### What to produce
Nothing past the line containing "0 1.5px,transparent 0" belongs in the output. Copy exactly every line of the data below from the first up to and including it.

Records from a data collection:
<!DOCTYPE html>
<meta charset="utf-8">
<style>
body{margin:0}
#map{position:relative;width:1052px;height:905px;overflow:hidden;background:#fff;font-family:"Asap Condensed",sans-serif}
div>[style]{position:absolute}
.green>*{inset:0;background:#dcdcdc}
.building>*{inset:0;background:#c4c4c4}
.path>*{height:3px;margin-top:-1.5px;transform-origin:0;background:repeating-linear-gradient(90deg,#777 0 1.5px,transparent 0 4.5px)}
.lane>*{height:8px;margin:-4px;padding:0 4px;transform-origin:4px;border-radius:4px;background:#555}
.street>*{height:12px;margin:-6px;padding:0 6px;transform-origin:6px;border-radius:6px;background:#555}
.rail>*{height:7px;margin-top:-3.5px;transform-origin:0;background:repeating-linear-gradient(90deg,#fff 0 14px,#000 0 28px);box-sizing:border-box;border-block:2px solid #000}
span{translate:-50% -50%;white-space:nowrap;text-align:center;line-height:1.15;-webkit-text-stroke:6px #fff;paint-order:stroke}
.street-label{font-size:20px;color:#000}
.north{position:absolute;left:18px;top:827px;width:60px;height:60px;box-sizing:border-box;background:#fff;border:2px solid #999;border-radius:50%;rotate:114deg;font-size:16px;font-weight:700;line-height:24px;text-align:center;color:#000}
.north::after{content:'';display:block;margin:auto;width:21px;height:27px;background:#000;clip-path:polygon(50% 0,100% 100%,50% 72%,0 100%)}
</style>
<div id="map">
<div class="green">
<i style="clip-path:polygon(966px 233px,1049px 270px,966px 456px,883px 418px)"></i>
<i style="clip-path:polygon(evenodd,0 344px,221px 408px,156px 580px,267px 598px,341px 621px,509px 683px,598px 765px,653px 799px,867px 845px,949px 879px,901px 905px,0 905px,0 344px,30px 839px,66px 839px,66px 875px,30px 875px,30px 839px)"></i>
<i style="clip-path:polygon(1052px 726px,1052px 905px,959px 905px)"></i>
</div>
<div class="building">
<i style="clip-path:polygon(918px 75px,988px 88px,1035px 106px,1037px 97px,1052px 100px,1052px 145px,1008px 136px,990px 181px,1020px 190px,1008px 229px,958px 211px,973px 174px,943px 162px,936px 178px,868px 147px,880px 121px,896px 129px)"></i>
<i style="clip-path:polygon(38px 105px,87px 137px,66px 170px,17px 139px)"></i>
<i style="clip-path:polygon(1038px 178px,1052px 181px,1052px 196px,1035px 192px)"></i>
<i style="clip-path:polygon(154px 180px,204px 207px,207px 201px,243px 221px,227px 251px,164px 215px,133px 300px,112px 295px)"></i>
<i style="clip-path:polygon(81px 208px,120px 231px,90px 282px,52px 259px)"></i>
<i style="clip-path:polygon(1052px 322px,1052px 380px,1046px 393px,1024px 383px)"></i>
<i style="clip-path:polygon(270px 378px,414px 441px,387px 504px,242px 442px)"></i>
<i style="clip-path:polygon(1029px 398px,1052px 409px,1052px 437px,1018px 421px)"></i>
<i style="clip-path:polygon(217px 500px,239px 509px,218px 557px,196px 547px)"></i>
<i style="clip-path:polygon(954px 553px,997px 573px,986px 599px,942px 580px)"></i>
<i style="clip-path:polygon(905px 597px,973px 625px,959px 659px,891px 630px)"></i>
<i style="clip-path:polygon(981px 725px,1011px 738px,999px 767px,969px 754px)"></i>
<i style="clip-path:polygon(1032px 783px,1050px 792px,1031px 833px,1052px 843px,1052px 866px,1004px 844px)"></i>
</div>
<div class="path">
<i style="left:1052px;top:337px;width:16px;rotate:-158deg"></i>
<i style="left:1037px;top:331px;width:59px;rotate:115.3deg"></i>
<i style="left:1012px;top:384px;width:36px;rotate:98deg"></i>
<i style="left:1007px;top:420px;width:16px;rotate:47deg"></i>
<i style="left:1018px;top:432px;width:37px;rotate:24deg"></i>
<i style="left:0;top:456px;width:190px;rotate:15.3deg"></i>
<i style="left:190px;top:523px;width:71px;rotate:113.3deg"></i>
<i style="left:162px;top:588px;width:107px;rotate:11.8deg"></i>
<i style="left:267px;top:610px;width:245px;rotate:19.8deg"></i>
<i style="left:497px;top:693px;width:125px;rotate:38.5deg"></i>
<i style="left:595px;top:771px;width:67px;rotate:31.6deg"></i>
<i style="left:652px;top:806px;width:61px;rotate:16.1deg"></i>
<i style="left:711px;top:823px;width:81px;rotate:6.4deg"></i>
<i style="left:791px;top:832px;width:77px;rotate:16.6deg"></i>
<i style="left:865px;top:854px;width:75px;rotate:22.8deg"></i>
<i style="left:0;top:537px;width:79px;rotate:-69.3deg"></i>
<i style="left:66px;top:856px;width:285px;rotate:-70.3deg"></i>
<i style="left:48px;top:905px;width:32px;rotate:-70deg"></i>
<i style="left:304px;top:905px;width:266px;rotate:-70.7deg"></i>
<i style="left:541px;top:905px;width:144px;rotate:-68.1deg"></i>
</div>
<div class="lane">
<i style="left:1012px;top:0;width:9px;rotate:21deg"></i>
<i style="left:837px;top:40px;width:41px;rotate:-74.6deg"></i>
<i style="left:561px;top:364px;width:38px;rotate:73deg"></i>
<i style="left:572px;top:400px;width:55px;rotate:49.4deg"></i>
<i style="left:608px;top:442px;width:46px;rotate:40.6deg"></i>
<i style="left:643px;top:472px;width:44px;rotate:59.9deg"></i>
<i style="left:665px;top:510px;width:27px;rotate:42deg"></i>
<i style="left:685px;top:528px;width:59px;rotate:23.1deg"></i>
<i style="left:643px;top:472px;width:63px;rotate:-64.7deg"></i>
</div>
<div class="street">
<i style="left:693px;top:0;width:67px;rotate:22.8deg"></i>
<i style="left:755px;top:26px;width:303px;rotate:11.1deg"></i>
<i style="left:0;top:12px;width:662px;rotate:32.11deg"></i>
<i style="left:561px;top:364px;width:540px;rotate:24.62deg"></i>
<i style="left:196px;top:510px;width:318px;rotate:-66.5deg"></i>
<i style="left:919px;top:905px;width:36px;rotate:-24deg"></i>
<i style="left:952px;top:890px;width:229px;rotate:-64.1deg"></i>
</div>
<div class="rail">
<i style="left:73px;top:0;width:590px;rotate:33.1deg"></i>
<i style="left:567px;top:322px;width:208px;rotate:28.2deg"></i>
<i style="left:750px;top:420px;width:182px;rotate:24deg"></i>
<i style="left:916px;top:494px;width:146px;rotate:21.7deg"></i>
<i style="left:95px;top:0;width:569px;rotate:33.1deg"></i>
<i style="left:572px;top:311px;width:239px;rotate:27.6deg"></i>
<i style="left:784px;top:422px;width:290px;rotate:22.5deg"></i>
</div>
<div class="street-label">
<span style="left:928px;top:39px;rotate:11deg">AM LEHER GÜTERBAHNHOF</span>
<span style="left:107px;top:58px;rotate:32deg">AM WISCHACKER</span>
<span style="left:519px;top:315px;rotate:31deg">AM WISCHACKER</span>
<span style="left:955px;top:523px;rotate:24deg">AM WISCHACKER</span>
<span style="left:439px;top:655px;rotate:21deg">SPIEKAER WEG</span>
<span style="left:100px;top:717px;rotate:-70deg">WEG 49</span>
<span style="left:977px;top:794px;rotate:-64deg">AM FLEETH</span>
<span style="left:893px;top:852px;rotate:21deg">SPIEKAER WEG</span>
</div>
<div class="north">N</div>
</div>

### Result below
<!DOCTYPE html>
<meta charset="utf-8">
<style>
body{margin:0}
#map{position:relative;width:1052px;height:905px;overflow:hidden;background:#fff;font-family:"Asap Condensed",sans-serif}
div>[style]{position:absolute}
.green>*{inset:0;background:#dcdcdc}
.building>*{inset:0;background:#c4c4c4}
.path>*{height:3px;margin-top:-1.5px;transform-origin:0;background:repeating-linear-gradient(90deg,#777 0 1.5px,transparent 0 4.5px)}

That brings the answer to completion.